» **Work task**: Scan the lines below for "center" and copy the matches.
[Opening Record set section]
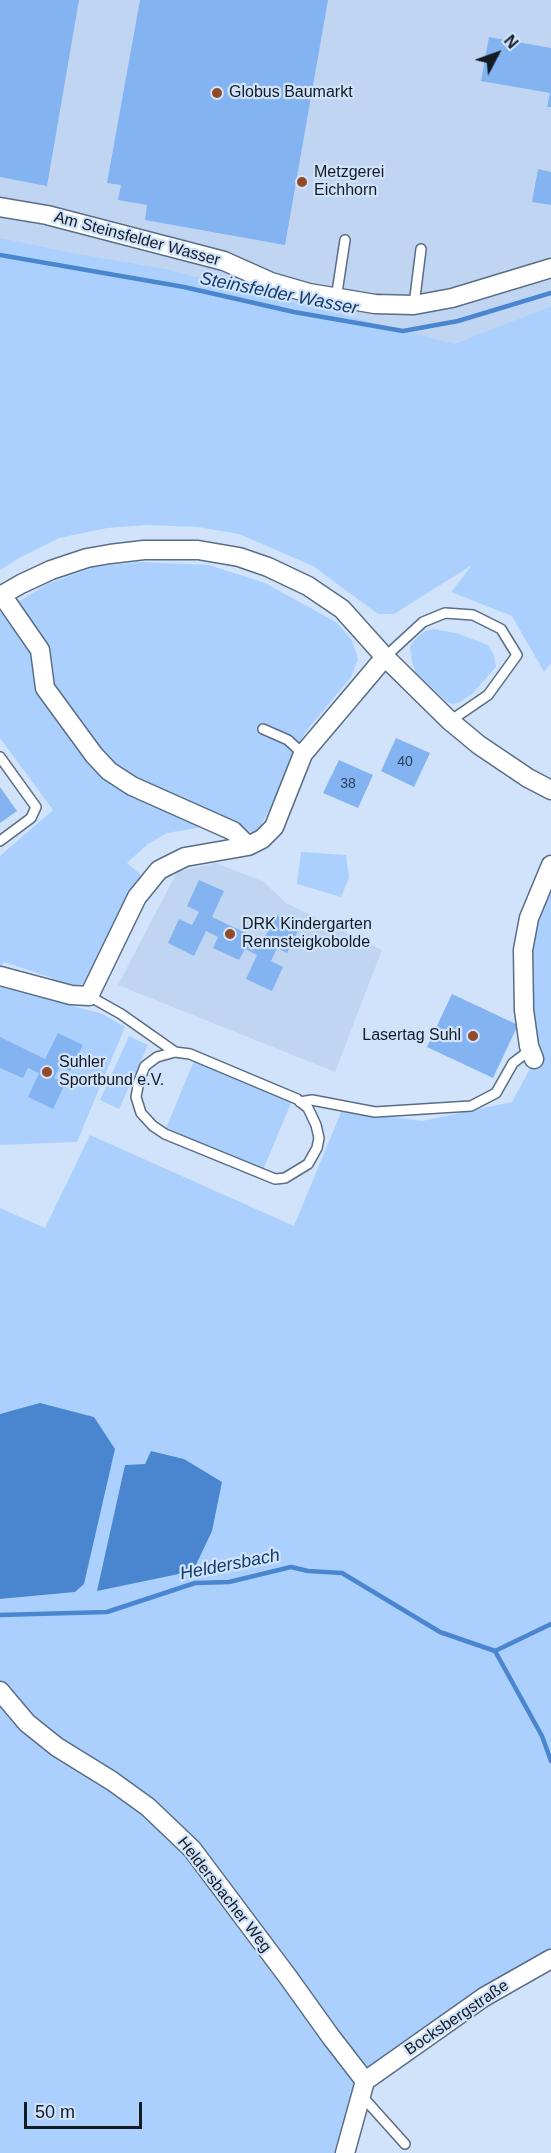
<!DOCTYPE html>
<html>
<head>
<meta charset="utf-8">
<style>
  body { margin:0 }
  #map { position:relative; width:551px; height:2153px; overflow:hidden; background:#d1e3fa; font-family:Helvetica,sans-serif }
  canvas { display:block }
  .north { position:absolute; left:467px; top:24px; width:60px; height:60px; -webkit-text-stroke:4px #d1e3fa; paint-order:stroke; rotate:49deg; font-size:16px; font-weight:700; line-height:24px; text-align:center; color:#131b25 }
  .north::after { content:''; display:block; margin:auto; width:21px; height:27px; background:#131b25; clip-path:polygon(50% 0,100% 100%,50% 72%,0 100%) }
  .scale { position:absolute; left:24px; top:2102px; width:118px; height:27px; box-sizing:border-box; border:3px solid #131b25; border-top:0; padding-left:8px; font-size:18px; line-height:21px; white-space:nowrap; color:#131b25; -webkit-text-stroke:4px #d1e3fa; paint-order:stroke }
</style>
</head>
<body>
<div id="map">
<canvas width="551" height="2153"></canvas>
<div class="north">N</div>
<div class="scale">50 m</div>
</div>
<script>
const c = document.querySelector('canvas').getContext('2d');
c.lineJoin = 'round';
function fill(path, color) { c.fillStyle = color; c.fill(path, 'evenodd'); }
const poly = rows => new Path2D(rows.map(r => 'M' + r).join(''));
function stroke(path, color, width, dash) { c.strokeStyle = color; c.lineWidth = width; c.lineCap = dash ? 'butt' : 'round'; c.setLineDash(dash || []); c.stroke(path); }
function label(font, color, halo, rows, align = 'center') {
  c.font = font + ' Helvetica,sans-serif'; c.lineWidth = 4.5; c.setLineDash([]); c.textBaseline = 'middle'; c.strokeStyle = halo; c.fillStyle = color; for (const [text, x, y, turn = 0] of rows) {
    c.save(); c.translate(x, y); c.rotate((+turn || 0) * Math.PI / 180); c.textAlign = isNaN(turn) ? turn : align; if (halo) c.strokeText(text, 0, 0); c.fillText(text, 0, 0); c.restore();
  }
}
fill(poly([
  [0,0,551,0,551,306,454,344,0,278],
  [216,863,264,882,286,903,382,950,335,1072,118,985,177,872]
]), '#c0d5f1');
fill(poly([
  [0,238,72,253,165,269,454,344,551,306,551,663,544,672,512,616,451,592,472,565,394,614,378,614,313,566,239,534,198,527,146,525,107,528,59,538,19,558,0,570],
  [140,562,209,565,265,583,336,622,352,640,358,659,351,677,307,730,289,760,281,788,256,834,216,818,208,826,167,833,148,844,127,863,141,875,128,893,92,973,84,983,68,991,51,985,52,978,4,962,0,969,0,856,53,810,0,738,0,613,47,584,94,567],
  [434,629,456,633,488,645,494,655,496,667,472,694,460,702,453,704,447,702,416,673,412,662,410,646,417,637,425,631],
  [301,852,346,855,349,878,341,897,297,884],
  [551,867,551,1959,365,2081,345,2153,0,2153,0,1599,75,1592,101,1430,94,1417,40,1404,0,1414,0,1208,45,1228,90,1135,294,1226,342,1110,422,1121,512,1102,538,1054,523,950],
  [152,1451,184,1459,98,1591,125,1465,145,1464],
  [0,987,103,1014,125,1027,77,1142,0,1145],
  [129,1036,148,1045,119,1109,100,1100],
  [194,1061,291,1103,263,1170,166,1128]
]), '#abd0fe');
fill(poly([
  [40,1403,94,1417,115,1449,84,1584,75,1592,0,1599,0,1414],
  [151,1451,184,1459,222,1482,212,1531,193,1571,97,1591,125,1465,145,1464]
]), '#4a86cf');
stroke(poly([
  [0,255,184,287,294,312,403,331,458,321,551,293],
  [0,1615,107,1612,195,1583,229,1582,291,1567,308,1571,342,1573,440,1632,495,1651,551,1624],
  [495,1651,542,1736,551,1761]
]), '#4a86cf', 4.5);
fill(poly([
  [0,0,79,0,47,186,0,177],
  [140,0,328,0,285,245,145,220,147,205,118,200,121,185,107,183],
  [489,37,551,48,551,107,547,107,550,93,481,81],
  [538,169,551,172,551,205,532,202],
  [396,738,430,753,414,787,381,771],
  [339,760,373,775,358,808,323,793],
  [0,787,17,811,0,823],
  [199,880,224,891,212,917,263,941,276,915,300,927,287,953,277,948,271,961,283,967,272,991,246,979,257,955,245,949,239,960,213,948,218,937,206,931,194,956,168,943,179,919,192,925,199,912,187,906],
  [452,994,518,1025,493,1078,427,1047],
  [58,1033,83,1045,70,1071,60,1066,54,1078,65,1084,53,1109,28,1097,39,1073,28,1068,23,1078,0,1068,0,1037,45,1059]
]), '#83b3f0');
const service = poly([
  [336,299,345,240],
  [414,305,421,249],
  [385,657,423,622,445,613,473,615,501,629,517,655,488,695,450,721],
  [263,729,288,740,303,754],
  [0,757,36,807,31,818,0,841],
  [89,996,121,1014,175,1052,190,1054,297,1099,308,1108,316,1125,319,1138,317,1148,308,1164,285,1178,275,1179,165,1134,153,1126,141,1113,136,1097,139,1081,145,1066,157,1057,175,1052],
  [300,1102,312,1100,375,1112,471,1106,496,1093,513,1063,530,1050],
  [361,2095,405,2144]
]);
const minor = poly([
  [0,207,47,215,224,261,271,282,309,293,375,304,414,305,452,298,551,268],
  [2,595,40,650,45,688,94,755,109,771,132,786,233,831,248,846],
  [0,596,21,584,51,570,87,558,110,554,144,550,198,550,239,557,268,567,308,586,342,609,385,657,450,721,479,745,528,778,551,790],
  [0,976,71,995,89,996,137,897,159,870,185,857,248,846,262,839,274,827,303,754,385,657],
  [534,1059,529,1046,524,1010,523,950,529,918,551,865],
  [0,1691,27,1723,57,1747,112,1781,148,1807,192,1849,288,1977,331,2037,365,2081],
  [365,2081,484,1997,551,1959],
  [345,2153,365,2081]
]);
stroke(service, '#596d86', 12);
stroke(minor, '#596d86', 21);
stroke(service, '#fff', 9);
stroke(minor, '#fff', 18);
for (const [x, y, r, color] of [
  [217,93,6,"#924a27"],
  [302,182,6,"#924a27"],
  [230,934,6,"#924a27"],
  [473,1036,6,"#924a27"],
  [47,1072,6,"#924a27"]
]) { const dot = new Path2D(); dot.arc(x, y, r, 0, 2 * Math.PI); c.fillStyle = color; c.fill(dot); stroke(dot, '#d1e3fa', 2); }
label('14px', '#2f4158', null, [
  ["40",405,762],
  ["38",348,784]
]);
label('16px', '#131b25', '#d1e3fa', [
  ["Globus Baumarkt",229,93],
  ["Metzgerei",314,173],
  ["Eichhorn",314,191],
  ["DRK Kindergarten",242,925],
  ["Rennsteigkobolde",242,943],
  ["Lasertag Suhl",461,1036,"right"],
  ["Suhler",59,1063],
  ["Sportbund e.V.",59,1081]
], 'left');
label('16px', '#131b25', '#d1e3fa', [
  ["Am Steinsfelder Wasser",137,239,15],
  ["Heldersbacher Weg",224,1895,52],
  ["Bocksbergstraße",457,2018,-34]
]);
label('italic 18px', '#123b6b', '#d1e3fa', [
  ["Steinsfelder Wasser",279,294,11],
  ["Heldersbach",230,1565,-11]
]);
</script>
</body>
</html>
[Closing Record set section]
» **Result for this task**:
  .north { position:absolute; left:467px; top:24px; width:60px; height:60px; -webkit-text-stroke:4px #d1e3fa; paint-order:stroke; rotate:49deg; font-size:16px; font-weight:700; line-height:24px; text-align:center; color:#131b25 }
function label(font, color, halo, rows, align = 'center') {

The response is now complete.